_Input data_

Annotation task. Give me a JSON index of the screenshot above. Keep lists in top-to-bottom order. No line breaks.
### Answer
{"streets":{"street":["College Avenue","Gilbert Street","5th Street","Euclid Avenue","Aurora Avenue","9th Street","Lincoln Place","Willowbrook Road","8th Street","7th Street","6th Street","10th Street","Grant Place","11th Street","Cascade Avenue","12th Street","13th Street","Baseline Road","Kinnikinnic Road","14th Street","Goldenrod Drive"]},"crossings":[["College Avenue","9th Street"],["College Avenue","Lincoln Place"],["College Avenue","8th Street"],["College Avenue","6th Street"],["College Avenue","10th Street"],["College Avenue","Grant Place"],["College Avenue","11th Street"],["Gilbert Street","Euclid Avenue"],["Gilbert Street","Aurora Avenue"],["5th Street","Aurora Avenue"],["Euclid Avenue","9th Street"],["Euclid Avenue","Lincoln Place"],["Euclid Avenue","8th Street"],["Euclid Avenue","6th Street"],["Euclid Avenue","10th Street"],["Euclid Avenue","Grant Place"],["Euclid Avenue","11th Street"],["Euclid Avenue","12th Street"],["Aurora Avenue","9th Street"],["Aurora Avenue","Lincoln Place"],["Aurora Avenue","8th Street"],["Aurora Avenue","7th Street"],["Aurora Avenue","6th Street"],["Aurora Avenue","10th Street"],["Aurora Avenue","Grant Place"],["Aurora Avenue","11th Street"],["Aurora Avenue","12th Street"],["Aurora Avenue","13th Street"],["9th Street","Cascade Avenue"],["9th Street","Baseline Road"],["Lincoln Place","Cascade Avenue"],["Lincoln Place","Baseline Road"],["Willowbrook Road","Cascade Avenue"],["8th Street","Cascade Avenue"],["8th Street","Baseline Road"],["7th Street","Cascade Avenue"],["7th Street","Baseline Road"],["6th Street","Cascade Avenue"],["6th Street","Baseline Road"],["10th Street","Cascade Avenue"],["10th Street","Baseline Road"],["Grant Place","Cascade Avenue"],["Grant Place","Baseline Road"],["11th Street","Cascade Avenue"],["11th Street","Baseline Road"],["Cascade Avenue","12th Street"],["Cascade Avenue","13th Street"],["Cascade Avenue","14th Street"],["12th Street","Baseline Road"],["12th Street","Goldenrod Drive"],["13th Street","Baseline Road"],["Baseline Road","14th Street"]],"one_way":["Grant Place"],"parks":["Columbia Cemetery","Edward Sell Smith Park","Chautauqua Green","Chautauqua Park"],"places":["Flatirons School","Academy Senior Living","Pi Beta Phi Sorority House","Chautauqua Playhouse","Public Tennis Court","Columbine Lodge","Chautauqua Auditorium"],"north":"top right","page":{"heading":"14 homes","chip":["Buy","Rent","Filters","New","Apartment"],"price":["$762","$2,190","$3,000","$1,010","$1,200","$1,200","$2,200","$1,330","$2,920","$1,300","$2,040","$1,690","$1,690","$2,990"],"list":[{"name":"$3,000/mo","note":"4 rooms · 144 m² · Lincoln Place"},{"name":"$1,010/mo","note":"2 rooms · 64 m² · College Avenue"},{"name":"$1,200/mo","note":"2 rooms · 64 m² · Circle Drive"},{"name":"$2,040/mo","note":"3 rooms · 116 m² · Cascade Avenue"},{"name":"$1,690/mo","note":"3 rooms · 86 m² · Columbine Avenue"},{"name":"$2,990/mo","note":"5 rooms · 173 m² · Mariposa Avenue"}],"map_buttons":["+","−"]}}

_What you have to do_
Transcribe all of the material without omitting a line.

_Task response_
Annotation task. Give me a JSON index of the screenshot above. Keep lists in top-to-bottom order. No line breaks.
### Answer
{"streets":{"street":["College Avenue","Gilbert Street","5th Street","Euclid Avenue","Aurora Avenue","9th Street","Lincoln Place","Willowbrook Road","8th Street","7th Street","6th Street","10th Street","Grant Place","11th Street","Cascade Avenue","12th Street","13th Street","Baseline Road","Kinnikinnic Road","14th Street","Goldenrod Drive"]},"crossings":[["College Avenue","9th Street"],["College Avenue","Lincoln Place"],["College Avenue","8th Street"],["College Avenue","6th Street"],["College Avenue","10th Street"],["College Avenue","Grant Place"],["College Avenue","11th Street"],["Gilbert Street","Euclid Avenue"],["Gilbert Street","Aurora Avenue"],["5th Street","Aurora Avenue"],["Euclid Avenue","9th Street"],["Euclid Avenue","Lincoln Place"],["Euclid Avenue","8th Street"],["Euclid Avenue","6th Street"],["Euclid Avenue","10th Street"],["Euclid Avenue","Grant Place"],["Euclid Avenue","11th Street"],["Euclid Avenue","12th Street"],["Aurora Avenue","9th Street"],["Aurora Avenue","Lincoln Place"],["Aurora Avenue","8th Street"],["Aurora Avenue","7th Street"],["Aurora Avenue","6th Street"],["Aurora Avenue","10th Street"],["Aurora Avenue","Grant Place"],["Aurora Avenue","11th Street"],["Aurora Avenue","12th Street"],["Aurora Avenue","13th Street"],["9th Street","Cascade Avenue"],["9th Street","Baseline Road"],["Lincoln Place","Cascade Avenue"],["Lincoln Place","Baseline Road"],["Willowbrook Road","Cascade Avenue"],["8th Street","Cascade Avenue"],["8th Street","Baseline Road"],["7th Street","Cascade Avenue"],["7th Street","Baseline Road"],["6th Street","Cascade Avenue"],["6th Street","Baseline Road"],["10th Street","Cascade Avenue"],["10th Street","Baseline Road"],["Grant Place","Cascade Avenue"],["Grant Place","Baseline Road"],["11th Street","Cascade Avenue"],["11th Street","Baseline Road"],["Cascade Avenue","12th Street"],["Cascade Avenue","13th Street"],["Cascade Avenue","14th Street"],["12th Street","Baseline Road"],["12th Street","Goldenrod Drive"],["13th Street","Baseline Road"],["Baseline Road","14th Street"]],"one_way":["Grant Place"],"parks":["Columbia Cemetery","Edward Sell Smith Park","Chautauqua Green","Chautauqua Park"],"places":["Flatirons School","Academy Senior Living","Pi Beta Phi Sorority House","Chautauqua Playhouse","Public Tennis Court","Columbine Lodge","Chautauqua Auditorium"],"north":"top right","page":{"heading":"14 homes","chip":["Buy","Rent","Filters","New","Apartment"],"price":["$762","$2,190","$3,000","$1,010","$1,200","$1,200","$2,200","$1,330","$2,920","$1,300","$2,040","$1,690","$1,690","$2,990"],"list":[{"name":"$3,000/mo","note":"4 rooms · 144 m² · Lincoln Place"},{"name":"$1,010/mo","note":"2 rooms · 64 m² · College Avenue"},{"name":"$1,200/mo","note":"2 rooms · 64 m² · Circle Drive"},{"name":"$2,040/mo","note":"3 rooms · 116 m² · Cascade Avenue"},{"name":"$1,690/mo","note":"3 rooms · 86 m² · Columbine Avenue"},{"name":"$2,990/mo","note":"5 rooms · 173 m² · Mariposa Avenue"}],"map_buttons":["+","−"]}}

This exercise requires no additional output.